Coordinates: 82°55′30″N 60°45′00″E / 82.92500°N 60.75000°E / 82.92500; 60.75000
From Wikipedia, the free encyclopedia

This is an old revision of this page, as edited by Elgewen (talk | contribs) at 15:10, 1 February 2016. The present address (URL) is a permanent link to this revision, which may differ significantly from the current revision.

Brusilov Georgy

The Brusilov Expedition (Template:Lang-ru, Ekspeditsiya Brusilova) was a Russian maritime expedition to the Arctic led by Captain Georgy Brusilov, which set out in 1912 to explore and map a route from the Atlantic Ocean to the Pacific via a northeast passage known as the Northern Sea Route. The expedition was ill-planned and ill-executed by Brusilov, and disappeared without a trace. Earlier searches were unsuccessful, and its fate was not known until 2010.

The Saint Anna
Brusilov's crew before departure.

The expedition set out from Alexandrovsk on August 28, 1912 in the gunvessel Svyataya Anna, so late in the summer that in October the ship became locked in the polar ice of the Kara Sea off the Yamal Peninsula. Supplies were abundant, and officers and crew prepared themselves for wintering over, hoping to be freed in the following year's thaw.

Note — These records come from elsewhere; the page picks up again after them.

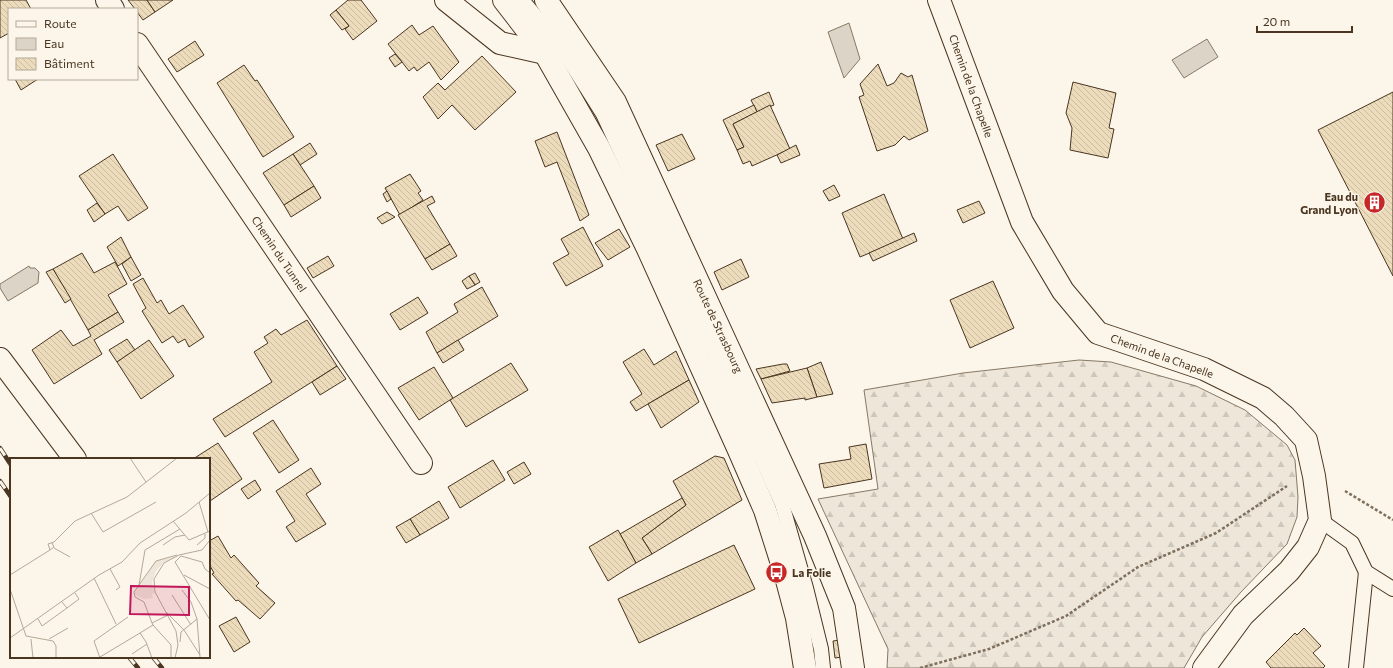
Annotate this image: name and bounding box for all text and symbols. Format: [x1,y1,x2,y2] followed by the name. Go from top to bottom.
[8,8,138,80] legend
[1257,8,1352,34] scale bar
[1263,14,1290,28] text: 20 m
[44,16,77,30] text: Route
[947,33,996,139] street label: Chemin de la Chapelle
[44,36,64,50] text: Eau
[44,56,95,70] text: Bâtiment
[1300,190,1358,216] place label: Eau du Grand Lyon
[1361,190,1387,216] building icon: Eau du Grand Lyon
[249,213,310,294] street label: Chemin du Tunnel
[691,277,746,375] street label: Route de Strasbourg
[1109,331,1216,380] street label: Chemin de la Chapelle
[10,458,210,658] inset map
[763,560,789,586] bus stop icon: La Folie
[792,566,831,579] place label: La Folie

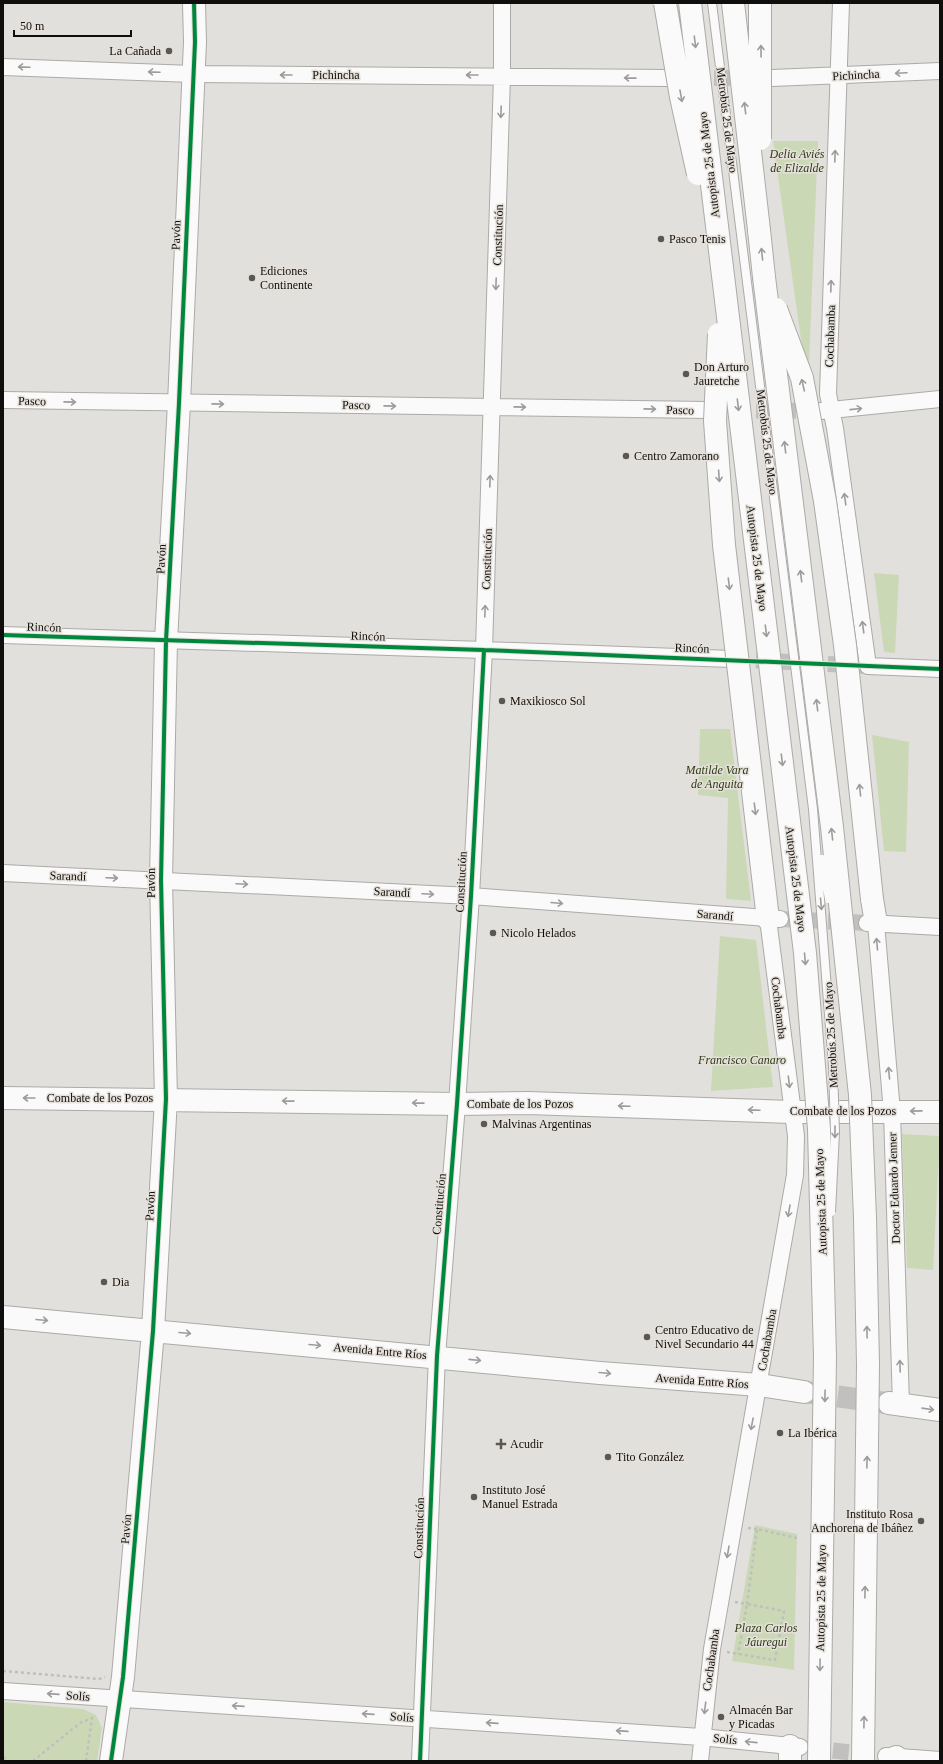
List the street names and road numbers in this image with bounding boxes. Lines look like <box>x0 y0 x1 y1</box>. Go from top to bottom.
street label: Metrobús 25 de Mayo <box>714 66 740 174</box>
street label: Pichincha <box>832 67 881 83</box>
street label: Pichincha <box>312 68 360 82</box>
street label: Autopista 25 de Mayo <box>696 111 722 219</box>
street label: Constitución <box>490 204 506 266</box>
street label: Pavón <box>168 220 184 250</box>
street label: Cochabamba <box>822 304 838 368</box>
street label: Metrobús 25 de Mayo <box>754 388 780 496</box>
street label: Pasco <box>18 394 46 408</box>
street label: Pasco <box>342 398 370 412</box>
street label: Pasco <box>666 403 694 417</box>
street label: Autopista 25 de Mayo <box>744 504 770 612</box>
street label: Constitución <box>479 528 495 590</box>
street label: Pavón <box>153 544 169 574</box>
street label: Rincón <box>26 619 62 635</box>
street label: Rincón <box>350 628 386 644</box>
street label: Rincón <box>674 640 710 656</box>
street label: Autopista 25 de Mayo <box>783 825 809 933</box>
street label: Constitución <box>452 851 470 913</box>
street label: Sarandí <box>49 868 87 884</box>
street label: Pavón <box>144 868 158 898</box>
street label: Sarandí <box>373 884 411 900</box>
street label: Sarandí <box>696 906 735 924</box>
street label: Cochabamba <box>768 976 790 1041</box>
street label: Metrobús 25 de Mayo <box>821 982 841 1088</box>
street label: Combate de los Pozos <box>47 1091 153 1105</box>
street label: Combate de los Pozos <box>467 1097 573 1111</box>
street label: Combate de los Pozos <box>790 1104 896 1118</box>
street label: Doctor Eduardo Jenner <box>885 1132 903 1244</box>
street label: Autopista 25 de Mayo <box>812 1148 830 1256</box>
street label: Constitución <box>429 1173 449 1235</box>
street label: Pavón <box>142 1191 158 1221</box>
street label: Cochabamba <box>755 1307 779 1372</box>
street label: Avenida Entre Ríos <box>333 1340 428 1362</box>
street label: Avenida Entre Ríos <box>655 1371 750 1391</box>
street label: Constitución <box>411 1497 427 1559</box>
street label: Pavón <box>118 1513 134 1545</box>
street label: Autopista 25 de Mayo <box>813 1544 829 1652</box>
street label: Cochabamba <box>700 1627 722 1692</box>
street label: Solís <box>66 1688 91 1704</box>
street label: Solís <box>390 1709 415 1725</box>
street label: Solís <box>712 1731 738 1747</box>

However, during 1913 the sea remained completely frozen. By early 1914 the Svyataya Anna had drifted far north in lazy zigzags with the Arctic ice. In the summer that year she reached 83° of latitude, NW of Franz Josef Land, and had no chance to be freed in 1914 either. To make matters worse, captain and crew had succumbed to scurvy. Navigator and second-in-command Valerian Albanov, believing that their position was hopeless, requested permission from Captain Brusilov to be relieved from his duties as second-in-command in order to leave the ship and attempt to return to civilization on foot. Albanov hoped to reach Eva Island in Hvidtenland, the northeasternmost island of Franz Josef Land. He used Fridtjof Nansen's inaccurate map, full of dotted lines where the archipelago was still unexplored. After a gruesome ordeal, Albanov and Alexander Konrad, one of the crewmen of the Svyataya Anna, finally made it back to Russia. They were the only two survivors. One of the members of the expedition was the second Russian woman to go to the Arctic, Yerminia Zhdanko, a 22-year-old nurse and daughter of a general who was a hero in the Russo-Japanese War.

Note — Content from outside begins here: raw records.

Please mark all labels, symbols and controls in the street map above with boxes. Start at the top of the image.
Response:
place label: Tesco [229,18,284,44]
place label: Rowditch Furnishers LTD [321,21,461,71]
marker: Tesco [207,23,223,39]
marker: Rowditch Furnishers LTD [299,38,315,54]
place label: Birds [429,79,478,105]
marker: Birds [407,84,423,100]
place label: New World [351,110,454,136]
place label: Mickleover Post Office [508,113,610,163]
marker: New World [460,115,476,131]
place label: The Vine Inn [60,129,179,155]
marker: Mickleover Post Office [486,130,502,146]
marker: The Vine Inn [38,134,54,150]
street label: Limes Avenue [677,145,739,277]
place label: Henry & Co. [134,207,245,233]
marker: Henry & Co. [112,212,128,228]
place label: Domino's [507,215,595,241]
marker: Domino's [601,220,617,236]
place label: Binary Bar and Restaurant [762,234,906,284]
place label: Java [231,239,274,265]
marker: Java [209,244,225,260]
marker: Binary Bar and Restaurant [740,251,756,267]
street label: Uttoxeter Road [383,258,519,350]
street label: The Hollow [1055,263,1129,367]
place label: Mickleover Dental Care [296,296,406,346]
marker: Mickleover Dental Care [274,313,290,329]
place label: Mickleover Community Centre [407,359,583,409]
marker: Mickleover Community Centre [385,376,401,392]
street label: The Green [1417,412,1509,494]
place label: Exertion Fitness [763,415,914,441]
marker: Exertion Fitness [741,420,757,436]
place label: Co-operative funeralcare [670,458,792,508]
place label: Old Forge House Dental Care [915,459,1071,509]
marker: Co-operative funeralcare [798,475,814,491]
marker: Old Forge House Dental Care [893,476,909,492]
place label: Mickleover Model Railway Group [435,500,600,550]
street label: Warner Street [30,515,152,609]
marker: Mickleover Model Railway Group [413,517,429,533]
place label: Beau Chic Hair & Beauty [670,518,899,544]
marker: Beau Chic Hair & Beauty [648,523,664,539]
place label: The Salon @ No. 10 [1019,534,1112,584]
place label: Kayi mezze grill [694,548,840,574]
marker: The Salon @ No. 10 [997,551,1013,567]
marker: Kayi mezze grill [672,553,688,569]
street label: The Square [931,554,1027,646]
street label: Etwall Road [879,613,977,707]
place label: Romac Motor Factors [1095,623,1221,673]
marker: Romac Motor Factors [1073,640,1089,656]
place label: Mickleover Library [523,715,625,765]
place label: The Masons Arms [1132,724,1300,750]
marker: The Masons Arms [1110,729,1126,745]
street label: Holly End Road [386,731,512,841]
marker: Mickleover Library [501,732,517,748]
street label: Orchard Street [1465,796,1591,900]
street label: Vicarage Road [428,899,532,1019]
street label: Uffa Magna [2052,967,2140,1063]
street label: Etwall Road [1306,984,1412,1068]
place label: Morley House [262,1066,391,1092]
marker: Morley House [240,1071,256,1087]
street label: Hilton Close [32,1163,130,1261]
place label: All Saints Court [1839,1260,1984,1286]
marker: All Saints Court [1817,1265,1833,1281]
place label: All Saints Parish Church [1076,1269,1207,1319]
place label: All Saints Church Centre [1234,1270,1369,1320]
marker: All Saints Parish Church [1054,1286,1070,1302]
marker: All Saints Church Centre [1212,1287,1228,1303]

The Svyataya Anna was never seen again. She may have sunk, crushed by the polar ice. It was thought she may have been carried by the polar ice drift until she broke free on the other side of the Arctic (like the Fram).

In 1914-15 Otto Sverdrup led a search-and-rescue expedition aboard ship Eklips in the Kara Sea on behalf of the Russian Imperial Navy. He aimed to find two missing arctic expeditions, those of Captain Brusilov on the Svyataya Anna and Vladimir Rusanov on the Gerkules, but found no trace of either expedition.

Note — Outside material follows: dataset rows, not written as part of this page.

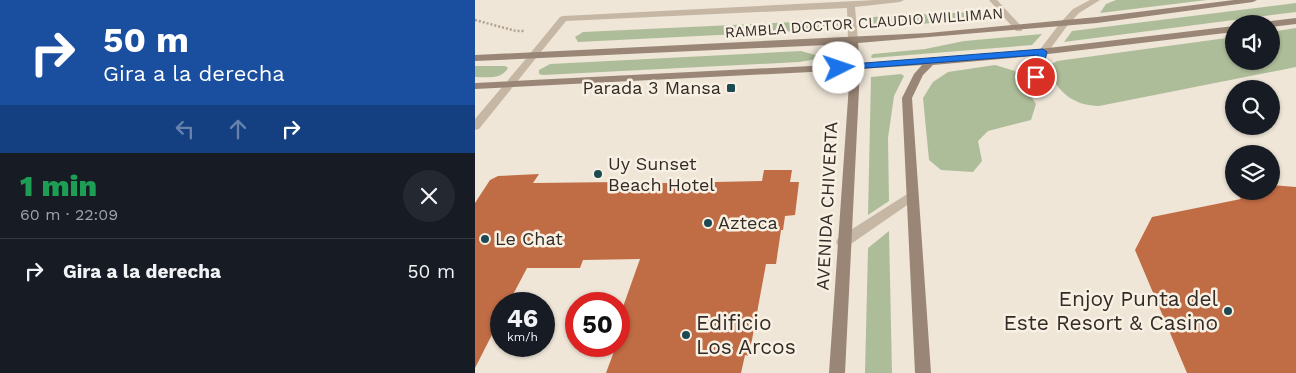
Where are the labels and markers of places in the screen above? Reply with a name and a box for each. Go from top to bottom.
pin [1015,56,1057,98]
place label: Parada 3 Mansa [582,77,721,98]
marker: Parada 3 Mansa [725,82,737,94]
place label: Uy Sunset Beach Hotel [608,153,715,195]
marker: Uy Sunset Beach Hotel [592,168,604,180]
place label: Azteca [718,212,778,233]
marker: Azteca [702,217,714,229]
place label: Le Chat [495,228,563,249]
marker: Le Chat [479,233,491,245]
place label: Enjoy Punta del Este Resort & Casino [1003,286,1219,335]
marker: Enjoy Punta del Este Resort & Casino [1222,305,1234,317]
place label: Edificio Los Arcos [696,310,796,359]
marker: Edificio Los Arcos [680,329,692,341]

Valerian Albanov made repeated requests to Arctic explorer and Admiral Alexander Kolchak to launch a search expedition for the Svyataya Anna. In December 1919 Albanov traveled to Omsk to confer with Kolchak, but the political turmoil in Russia at the time made a relief mission impossible, and the fate of the expedition was unknown until 2010.

Explorers announced in 2010 that they had found the bones of a crew-member of Brusilov's expedition.[1] Later in 2010, a crew-member's logbook and various other artifacts were found, also on Franz Josef Land.[2]

See also

References

  1. ^ "New Clue To Russian Captain's Mysterious Disappearance". Prime Time Russia. 28 July 2010. Retrieved 2010-07-28.
  2. ^ "Russia Finds Last-Days Log of 1912 Arctic Expedition". The New York Times blog, Scientist at Work.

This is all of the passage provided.